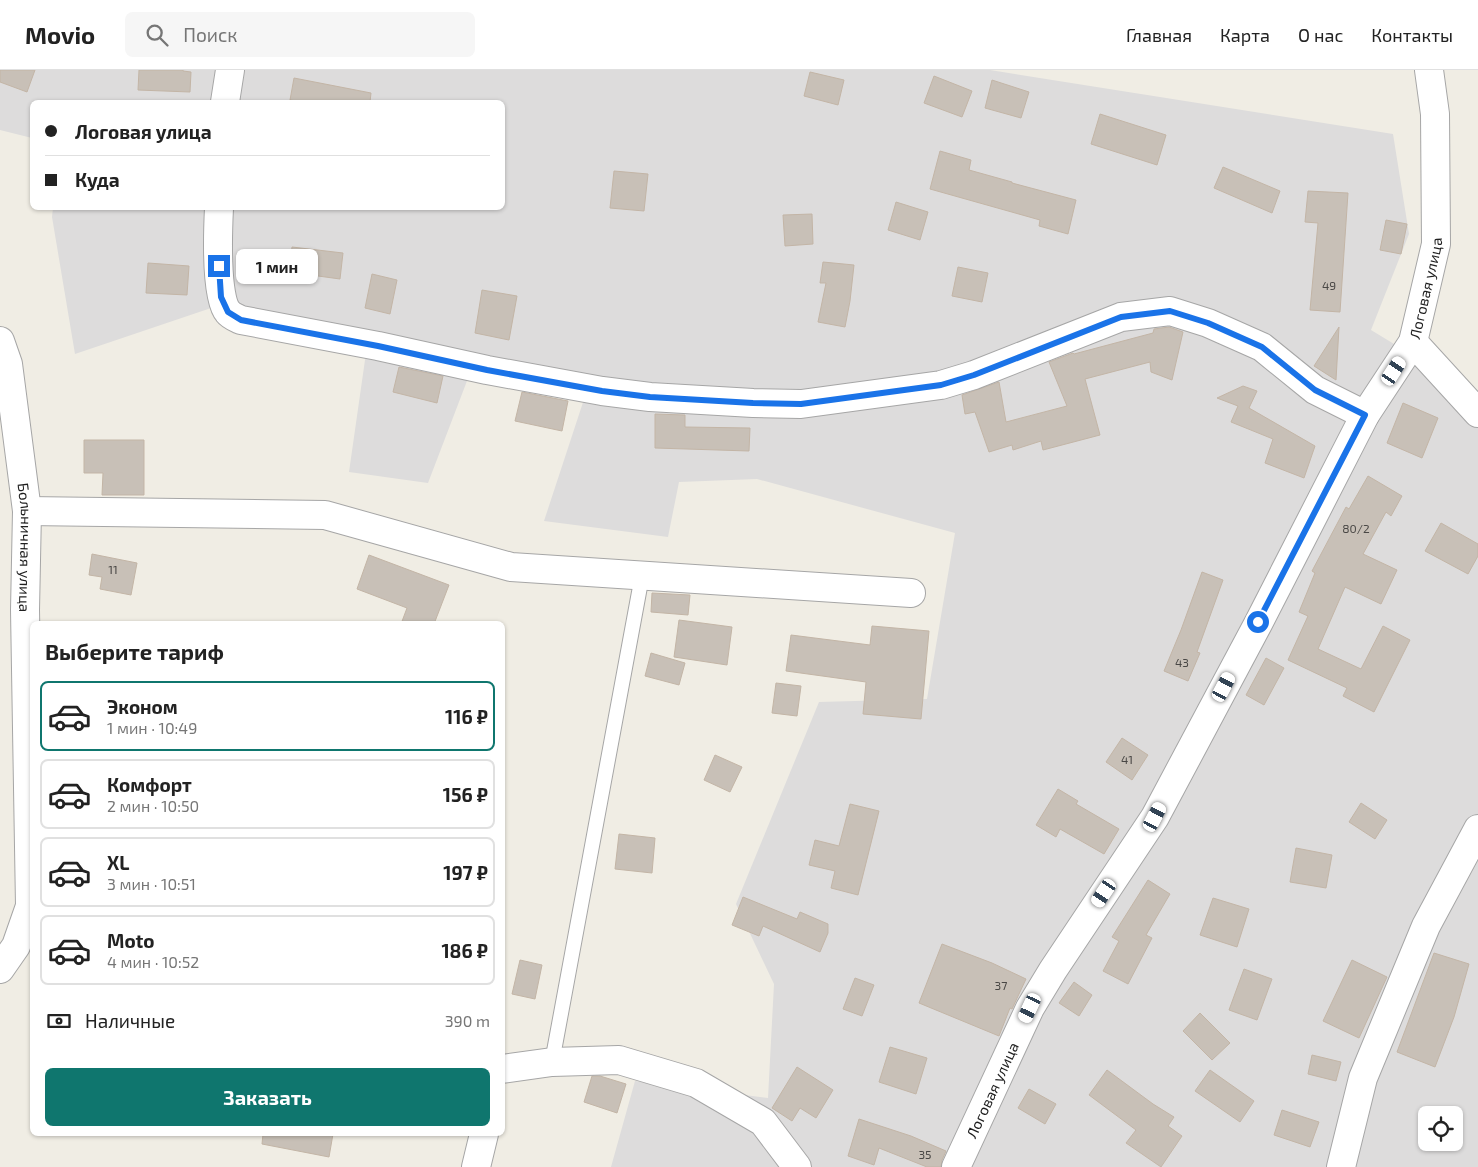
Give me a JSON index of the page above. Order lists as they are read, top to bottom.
{
  "streets": {
    "street": ["Логовая улица", "Больничная улица"]
  },
  "house_numbers": [
    "49",
    "80/2",
    "11",
    "43",
    "41",
    "37",
    "35"
  ],
  "page": {
    "header": "Movio",
    "search": "Поиск",
    "nav": [
      "Главная",
      "Карта",
      "О нас",
      "Контакты"
    ],
    "banner": ["Логовая улица", "Куда"],
    "bubble": "1 мин",
    "heading": "Выберите тариф",
    "list": [
      {
        "name": "Эконом",
        "note": "1 мин · 10:49",
        "value": "116 ₽"
      },
      {
        "name": "Комфорт",
        "note": "2 мин · 10:50",
        "value": "156 ₽"
      },
      {
        "name": "XL",
        "note": "3 мин · 10:51",
        "value": "197 ₽"
      },
      {
        "name": "Moto",
        "note": "4 мин · 10:52",
        "value": "186 ₽"
      }
    ],
    "pay": ["Наличные", "390 m"],
    "buttons": "Заказать"
  }
}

● **TASK REQUIREMENTS**
An exact copy of the listing is required, excluding any pictures.

● **TASK SOLUTION**
Give me a JSON index of the page above. Order lists as they are read, top to bottom.
{
  "streets": {
    "street": ["Логовая улица", "Больничная улица"]
  },
  "house_numbers": [
    "49",
    "80/2",
    "11",
    "43",
    "41",
    "37",
    "35"
  ],
  "page": {
    "header": "Movio",
    "search": "Поиск",
    "nav": [
      "Главная",
      "Карта",
      "О нас",
      "Контакты"
    ],
    "banner": ["Логовая улица", "Куда"],
    "bubble": "1 мин",
    "heading": "Выберите тариф",
    "list": [
      {
        "name": "Эконом",
        "note": "1 мин · 10:49",
        "value": "116 ₽"
      },
      {
        "name": "Комфорт",
        "note": "2 мин · 10:50",
        "value": "156 ₽"
      },
      {
        "name": "XL",
        "note": "3 мин · 10:51",
        "value": "197 ₽"
      },
      {
        "name": "Moto",
        "note": "4 мин · 10:52",
        "value": "186 ₽"
      }
    ],
    "pay": ["Наличные", "390 m"],
    "buttons": "Заказать"
  }
}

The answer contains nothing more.